SETELAH Agresi Militer Belanda I pada 21 Juli 1947, kekuatan Republik di daerah sekitar Baturaja berantakan. Komandan resimen Mayor Rasjad kemudian memerintahkan seorang Pembantu Letnan (dulu disebut Letnan Muda) mewakilinya dengan mandat penuh untuk bertindak demi pertahanan daerah Ogan Tengah.
Pembantu Letnan yang baru berumur 20 tahun itu berangkat ke Ogan Tengah bersama Mayor dr. Moeghni dengan sebuah jip. Sepanjang jalan mereka melihat kampung-kampung di Baturaja sepi karena penduduk mengungsi. Para Republiken dan rakyat sipil panik di sana.

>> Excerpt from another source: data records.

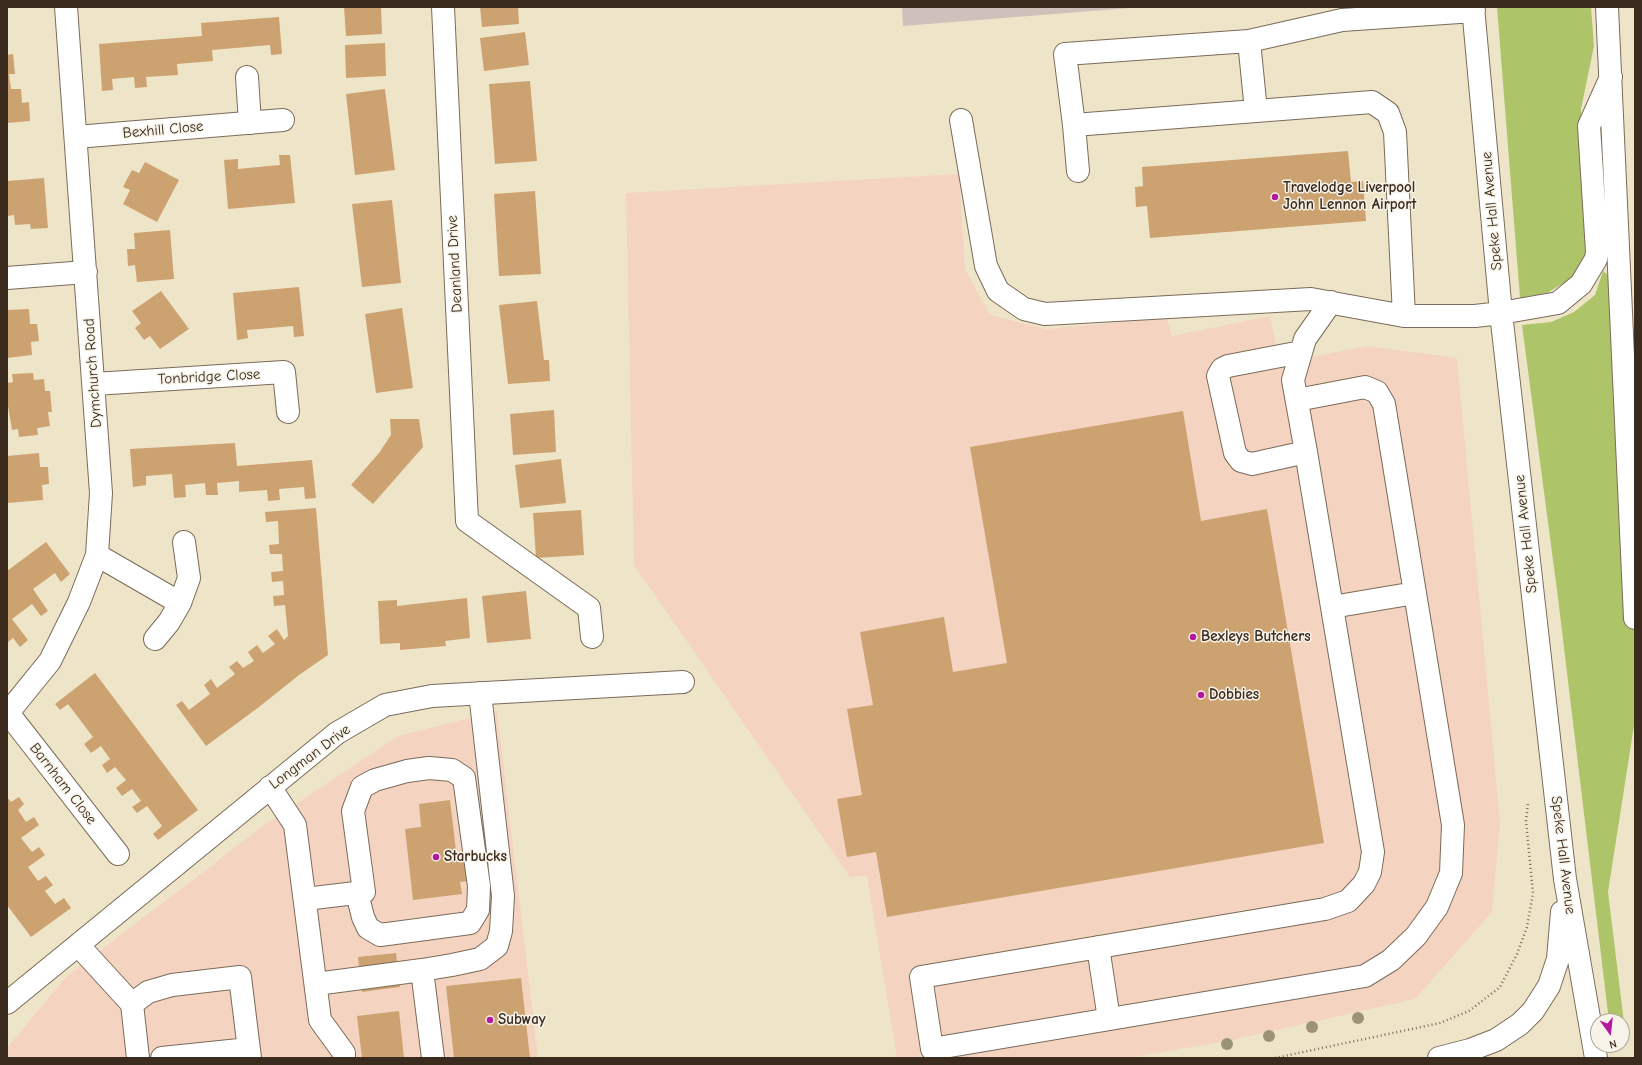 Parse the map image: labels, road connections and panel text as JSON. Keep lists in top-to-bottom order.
{
  "streets": {
    "street": [
      "Bexhill Close",
      "Speke Hall Avenue",
      "Deanland Drive",
      "Dymchurch Road",
      "Tonbridge Close",
      "Longman Drive",
      "Barnham Close"
    ]
  },
  "crossings": [
    ["Bexhill Close", "Dymchurch Road"],
    ["Dymchurch Road", "Tonbridge Close"],
    ["Dymchurch Road", "Barnham Close"]
  ],
  "places": [
    "Travelodge Liverpool John Lennon Airport",
    "Bexleys Butchers",
    "Dobbies",
    "Starbucks",
    "Subway"
  ],
  "north": "bottom"
}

“Kota Baturaja kosong melompong, tak ada tentara, tak ada polisi, tak ada pamong praja, tak ada laskar. Semuanya meninggalkan kota,” tulis Letnan Satu Saudin Sagiman dalam Majalah Angkatan Darat Nomor 2–3, Februari–Maret 1957. Parahnya lagi tak ada rintangan-rintangan. Jika pihak Belanda tahu sangat merugikan Republik. Lebih lanjut, Saudin menyebut, “kalau sekiranya Belanda mengetahui hal ini, tentu dengan jalan berlenggang saja mereka dapat mencapai daerah ini.”
Pembantu Letnan akhirnya bertemu dengan beberapa perwira. Mereka prihatin dengan kekosongan Baturaja. Malam 24 Juli 1947, beberapa perwira seperti Kapten Musannif Ryachudu (ayah mantan Menteri Pertahanan Ryamizard Ryachudu), Kapten Malik, Kapten Anwar Arsjad, dan Letnan Dua Marah Ali pun rapat lalu sepakat bertindak untuk meyakinkan moral rakyat.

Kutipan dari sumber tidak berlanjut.